===== Material to process
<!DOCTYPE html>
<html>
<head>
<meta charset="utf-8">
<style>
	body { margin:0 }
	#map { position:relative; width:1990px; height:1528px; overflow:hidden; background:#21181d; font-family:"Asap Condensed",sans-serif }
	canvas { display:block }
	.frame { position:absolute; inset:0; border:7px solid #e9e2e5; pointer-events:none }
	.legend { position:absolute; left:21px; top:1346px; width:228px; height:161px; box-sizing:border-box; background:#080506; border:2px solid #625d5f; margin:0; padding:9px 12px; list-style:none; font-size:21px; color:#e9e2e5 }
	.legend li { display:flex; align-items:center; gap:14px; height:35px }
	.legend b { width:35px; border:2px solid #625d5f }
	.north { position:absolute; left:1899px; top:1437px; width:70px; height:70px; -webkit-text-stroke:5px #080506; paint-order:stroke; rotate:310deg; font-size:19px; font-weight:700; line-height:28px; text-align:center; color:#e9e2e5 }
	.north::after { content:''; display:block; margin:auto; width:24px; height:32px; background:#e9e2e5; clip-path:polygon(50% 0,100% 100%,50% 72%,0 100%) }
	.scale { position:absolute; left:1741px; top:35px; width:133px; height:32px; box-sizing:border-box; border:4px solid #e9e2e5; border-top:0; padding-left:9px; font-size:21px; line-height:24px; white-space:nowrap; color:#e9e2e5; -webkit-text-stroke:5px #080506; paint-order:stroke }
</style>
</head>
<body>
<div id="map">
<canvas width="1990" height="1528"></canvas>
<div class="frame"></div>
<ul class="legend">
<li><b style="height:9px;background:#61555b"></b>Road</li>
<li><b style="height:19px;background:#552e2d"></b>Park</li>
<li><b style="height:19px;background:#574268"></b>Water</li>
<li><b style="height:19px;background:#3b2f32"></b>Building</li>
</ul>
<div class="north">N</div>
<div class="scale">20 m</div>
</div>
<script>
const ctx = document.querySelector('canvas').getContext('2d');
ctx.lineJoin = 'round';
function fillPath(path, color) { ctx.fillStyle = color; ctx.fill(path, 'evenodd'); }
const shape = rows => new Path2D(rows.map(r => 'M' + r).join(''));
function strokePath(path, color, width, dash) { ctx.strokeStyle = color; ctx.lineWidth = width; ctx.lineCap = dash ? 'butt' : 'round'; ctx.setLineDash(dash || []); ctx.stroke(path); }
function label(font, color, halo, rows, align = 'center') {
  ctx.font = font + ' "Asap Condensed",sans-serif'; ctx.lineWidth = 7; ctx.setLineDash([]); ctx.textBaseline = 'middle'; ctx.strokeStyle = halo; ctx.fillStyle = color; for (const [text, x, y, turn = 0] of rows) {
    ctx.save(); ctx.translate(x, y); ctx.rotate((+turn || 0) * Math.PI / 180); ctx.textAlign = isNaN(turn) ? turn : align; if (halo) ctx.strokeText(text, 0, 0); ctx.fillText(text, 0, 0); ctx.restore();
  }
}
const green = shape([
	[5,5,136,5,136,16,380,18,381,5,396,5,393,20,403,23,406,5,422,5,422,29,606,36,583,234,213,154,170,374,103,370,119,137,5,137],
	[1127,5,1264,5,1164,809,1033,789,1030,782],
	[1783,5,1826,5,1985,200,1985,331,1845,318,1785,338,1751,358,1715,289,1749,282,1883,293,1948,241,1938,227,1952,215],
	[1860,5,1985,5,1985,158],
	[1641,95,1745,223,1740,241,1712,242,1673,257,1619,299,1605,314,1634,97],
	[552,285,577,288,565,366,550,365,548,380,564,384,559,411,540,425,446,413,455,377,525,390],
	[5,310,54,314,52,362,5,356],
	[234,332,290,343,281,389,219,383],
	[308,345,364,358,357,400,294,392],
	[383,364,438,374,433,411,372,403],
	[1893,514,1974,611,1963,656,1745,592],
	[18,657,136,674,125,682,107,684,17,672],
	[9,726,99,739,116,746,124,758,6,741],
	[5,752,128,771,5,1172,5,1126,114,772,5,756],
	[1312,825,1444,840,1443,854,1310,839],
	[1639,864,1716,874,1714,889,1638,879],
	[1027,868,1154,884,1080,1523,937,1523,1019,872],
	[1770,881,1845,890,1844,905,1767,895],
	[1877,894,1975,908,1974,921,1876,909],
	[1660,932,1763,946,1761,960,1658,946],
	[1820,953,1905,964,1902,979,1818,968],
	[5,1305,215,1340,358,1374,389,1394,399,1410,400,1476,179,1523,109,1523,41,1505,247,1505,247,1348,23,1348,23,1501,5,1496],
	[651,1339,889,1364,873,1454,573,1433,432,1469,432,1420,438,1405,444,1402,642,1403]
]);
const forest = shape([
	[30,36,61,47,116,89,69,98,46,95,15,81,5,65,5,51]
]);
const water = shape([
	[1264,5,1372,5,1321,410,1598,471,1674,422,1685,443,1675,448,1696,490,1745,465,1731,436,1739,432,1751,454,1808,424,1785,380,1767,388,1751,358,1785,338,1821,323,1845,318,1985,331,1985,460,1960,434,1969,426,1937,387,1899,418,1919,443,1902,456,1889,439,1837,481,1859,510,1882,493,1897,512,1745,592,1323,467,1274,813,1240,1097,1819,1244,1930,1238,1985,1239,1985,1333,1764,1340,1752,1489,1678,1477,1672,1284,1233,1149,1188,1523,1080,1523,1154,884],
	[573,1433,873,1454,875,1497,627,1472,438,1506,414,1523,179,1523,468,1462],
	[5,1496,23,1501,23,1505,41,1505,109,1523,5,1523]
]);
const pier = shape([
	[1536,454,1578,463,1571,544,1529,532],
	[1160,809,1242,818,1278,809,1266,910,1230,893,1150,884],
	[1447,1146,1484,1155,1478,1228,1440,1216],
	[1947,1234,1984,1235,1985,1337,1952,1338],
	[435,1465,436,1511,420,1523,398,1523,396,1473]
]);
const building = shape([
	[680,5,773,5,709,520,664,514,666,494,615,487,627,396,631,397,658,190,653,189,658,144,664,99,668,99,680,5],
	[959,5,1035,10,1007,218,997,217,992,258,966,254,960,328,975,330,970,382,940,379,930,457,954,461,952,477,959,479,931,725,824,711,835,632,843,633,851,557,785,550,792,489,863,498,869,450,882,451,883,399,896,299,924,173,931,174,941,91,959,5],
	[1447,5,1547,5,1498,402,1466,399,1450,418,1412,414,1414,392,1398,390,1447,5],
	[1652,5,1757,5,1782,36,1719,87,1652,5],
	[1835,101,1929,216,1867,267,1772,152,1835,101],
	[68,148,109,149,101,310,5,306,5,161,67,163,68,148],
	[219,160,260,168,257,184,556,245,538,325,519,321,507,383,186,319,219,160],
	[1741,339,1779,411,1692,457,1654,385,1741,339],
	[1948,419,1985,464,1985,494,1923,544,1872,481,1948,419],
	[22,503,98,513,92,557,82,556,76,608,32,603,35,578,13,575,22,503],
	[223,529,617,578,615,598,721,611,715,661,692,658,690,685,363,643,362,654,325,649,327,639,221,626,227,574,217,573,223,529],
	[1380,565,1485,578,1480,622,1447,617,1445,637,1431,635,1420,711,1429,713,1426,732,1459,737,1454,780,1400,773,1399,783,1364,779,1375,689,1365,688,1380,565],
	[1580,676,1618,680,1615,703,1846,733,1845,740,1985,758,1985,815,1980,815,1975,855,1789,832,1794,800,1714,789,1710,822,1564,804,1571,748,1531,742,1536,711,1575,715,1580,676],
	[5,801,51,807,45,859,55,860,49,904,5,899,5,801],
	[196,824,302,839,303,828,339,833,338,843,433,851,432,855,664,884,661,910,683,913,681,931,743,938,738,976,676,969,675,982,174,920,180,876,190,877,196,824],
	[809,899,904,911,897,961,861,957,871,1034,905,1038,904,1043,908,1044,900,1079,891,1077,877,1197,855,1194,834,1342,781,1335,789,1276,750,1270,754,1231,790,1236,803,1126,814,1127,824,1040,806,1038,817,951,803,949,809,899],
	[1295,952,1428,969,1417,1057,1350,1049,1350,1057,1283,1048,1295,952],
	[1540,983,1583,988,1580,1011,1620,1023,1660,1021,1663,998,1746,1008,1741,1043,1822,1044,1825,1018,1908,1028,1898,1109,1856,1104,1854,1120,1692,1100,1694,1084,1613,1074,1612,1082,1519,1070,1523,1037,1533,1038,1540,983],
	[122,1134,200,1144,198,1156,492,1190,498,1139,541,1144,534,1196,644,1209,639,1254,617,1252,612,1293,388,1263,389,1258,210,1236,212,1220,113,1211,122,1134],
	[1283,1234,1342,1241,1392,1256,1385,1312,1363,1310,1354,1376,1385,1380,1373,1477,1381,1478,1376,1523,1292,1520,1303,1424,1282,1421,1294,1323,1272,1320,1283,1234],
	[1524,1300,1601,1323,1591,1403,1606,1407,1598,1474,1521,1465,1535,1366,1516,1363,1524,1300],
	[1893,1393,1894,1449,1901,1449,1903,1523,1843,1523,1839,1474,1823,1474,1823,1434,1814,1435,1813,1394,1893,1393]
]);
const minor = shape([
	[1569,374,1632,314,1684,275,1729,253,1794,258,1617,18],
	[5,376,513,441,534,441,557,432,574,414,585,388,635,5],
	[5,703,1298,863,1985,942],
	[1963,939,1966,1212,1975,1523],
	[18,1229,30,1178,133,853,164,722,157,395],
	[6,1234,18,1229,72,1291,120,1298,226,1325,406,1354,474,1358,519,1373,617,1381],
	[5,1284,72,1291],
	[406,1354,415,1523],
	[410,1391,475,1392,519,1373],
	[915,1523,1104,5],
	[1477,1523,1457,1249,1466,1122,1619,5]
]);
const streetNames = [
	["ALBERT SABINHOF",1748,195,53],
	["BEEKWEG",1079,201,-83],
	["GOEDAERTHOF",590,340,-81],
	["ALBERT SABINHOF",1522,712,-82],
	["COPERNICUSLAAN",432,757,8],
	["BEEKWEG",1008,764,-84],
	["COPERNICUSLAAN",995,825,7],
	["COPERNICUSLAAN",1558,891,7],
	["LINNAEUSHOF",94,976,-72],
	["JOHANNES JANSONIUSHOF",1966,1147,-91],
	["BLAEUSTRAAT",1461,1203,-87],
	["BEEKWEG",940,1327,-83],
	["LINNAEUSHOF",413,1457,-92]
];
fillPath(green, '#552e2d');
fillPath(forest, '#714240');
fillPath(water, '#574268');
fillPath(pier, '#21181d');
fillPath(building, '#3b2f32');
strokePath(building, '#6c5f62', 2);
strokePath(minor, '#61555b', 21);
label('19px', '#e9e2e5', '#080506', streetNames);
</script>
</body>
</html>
==========
Try it >>
From the records, copy out each line that includes the string "setLineDash".

Exercise answer >>
function strokePath(path, color, width, dash) { ctx.strokeStyle = color; ctx.lineWidth = width; ctx.lineCap = dash ? 'butt' : 'round'; ctx.setLineDash(dash || []); ctx.stroke(path); }
  ctx.font = font + ' "Asap Condensed",sans-serif'; ctx.lineWidth = 7; ctx.setLineDash([]); ctx.textBaseline = 'middle'; ctx.strokeStyle = halo; ctx.fillStyle = color; for (const [text, x, y, turn = 0] of rows) {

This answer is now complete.